*Available records:*

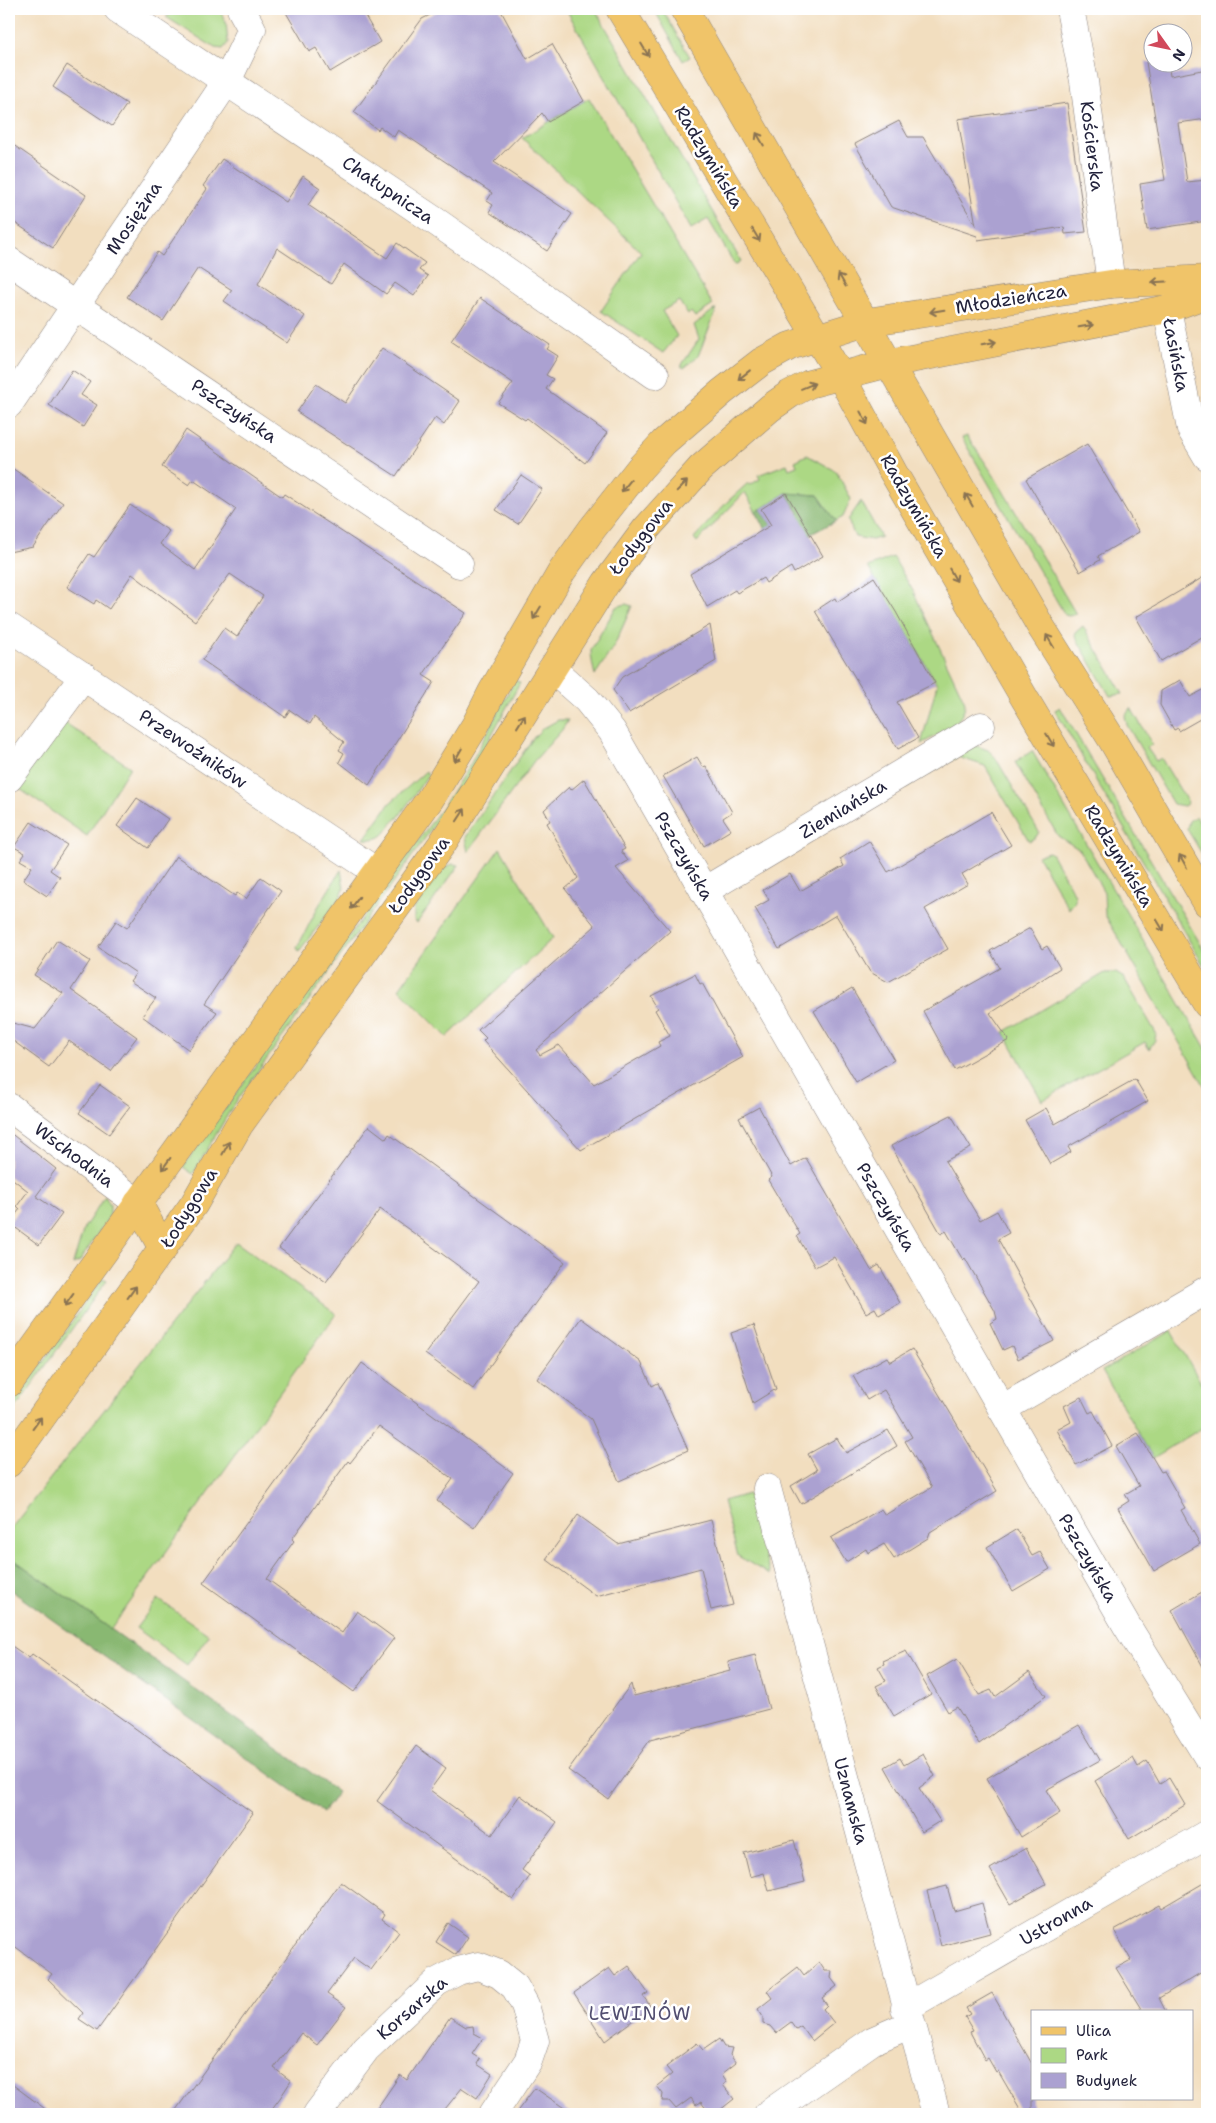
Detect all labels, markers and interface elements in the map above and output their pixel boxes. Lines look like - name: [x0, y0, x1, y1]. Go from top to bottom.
- north arrow: [1144, 22, 1194, 72]
- one-way arrow: [641, 43, 651, 57]
- text: N: [1168, 46, 1189, 65]
- street label: Kościerska: [1075, 100, 1109, 192]
- street label: Radzymińska: [669, 101, 749, 213]
- one-way arrow: [755, 133, 765, 147]
- street label: Chałupnicza: [337, 150, 439, 230]
- street label: Mosiężna: [101, 177, 167, 259]
- one-way arrow: [752, 227, 762, 241]
- one-way arrow: [837, 273, 847, 287]
- one-way arrow: [1151, 277, 1167, 286]
- street label: Młodzieńcza: [954, 278, 1068, 320]
- one-way arrow: [929, 306, 945, 316]
- street label: Łasińska: [1157, 315, 1195, 394]
- one-way arrow: [1077, 320, 1093, 330]
- one-way arrow: [981, 338, 997, 348]
- one-way arrow: [737, 369, 750, 380]
- street label: Pszczyńska: [186, 373, 282, 449]
- one-way arrow: [800, 380, 815, 390]
- one-way arrow: [860, 410, 869, 425]
- street label: Radzymińska: [875, 450, 953, 562]
- one-way arrow: [620, 479, 631, 492]
- one-way arrow: [676, 480, 688, 493]
- street label: Łodygowa: [603, 494, 678, 581]
- one-way arrow: [963, 494, 973, 508]
- one-way arrow: [948, 567, 958, 581]
- one-way arrow: [532, 606, 542, 620]
- one-way arrow: [1044, 635, 1054, 649]
- street label: Przewoźników: [134, 704, 252, 794]
- one-way arrow: [516, 714, 526, 728]
- one-way arrow: [1045, 733, 1055, 747]
- one-way arrow: [453, 747, 463, 762]
- street label: Ziemiańska: [795, 774, 891, 844]
- street label: Radzymińska: [1079, 800, 1159, 912]
- street label: Pszczyńska: [649, 807, 719, 905]
- one-way arrow: [456, 808, 466, 822]
- street label: Łodygowa: [382, 832, 455, 919]
- one-way arrow: [1177, 855, 1187, 869]
- one-way arrow: [350, 896, 361, 909]
- one-way arrow: [1156, 917, 1166, 931]
- street label: Wschodnia: [29, 1117, 119, 1193]
- one-way arrow: [221, 1141, 231, 1155]
- one-way arrow: [161, 1157, 171, 1171]
- street label: Pszczyńska: [851, 1158, 921, 1256]
- street label: Łodygowa: [154, 1163, 223, 1253]
- one-way arrow: [127, 1285, 137, 1299]
- one-way arrow: [64, 1292, 74, 1306]
- one-way arrow: [32, 1416, 42, 1430]
- street label: Pszczyńska: [1053, 1509, 1123, 1607]
- street label: Uznamska: [828, 1755, 874, 1847]
- street label: Ustronna: [1016, 1891, 1096, 1951]
- street label: Korsarska: [372, 1971, 452, 2045]
- district label: LEWINÓW: [588, 2000, 692, 2026]
- legend: [1031, 2010, 1194, 2100]
- text: Ulica: [1076, 2021, 1112, 2041]
- text: Park: [1076, 2045, 1108, 2065]
- text: Budynek: [1076, 2071, 1137, 2091]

*Exercise:* Scan the entries above and return each line that holds "Pszczyńska".

*Task result:*
- street label: Pszczyńska: [186, 373, 282, 449]
- street label: Pszczyńska: [649, 807, 719, 905]
- street label: Pszczyńska: [851, 1158, 921, 1256]
- street label: Pszczyńska: [1053, 1509, 1123, 1607]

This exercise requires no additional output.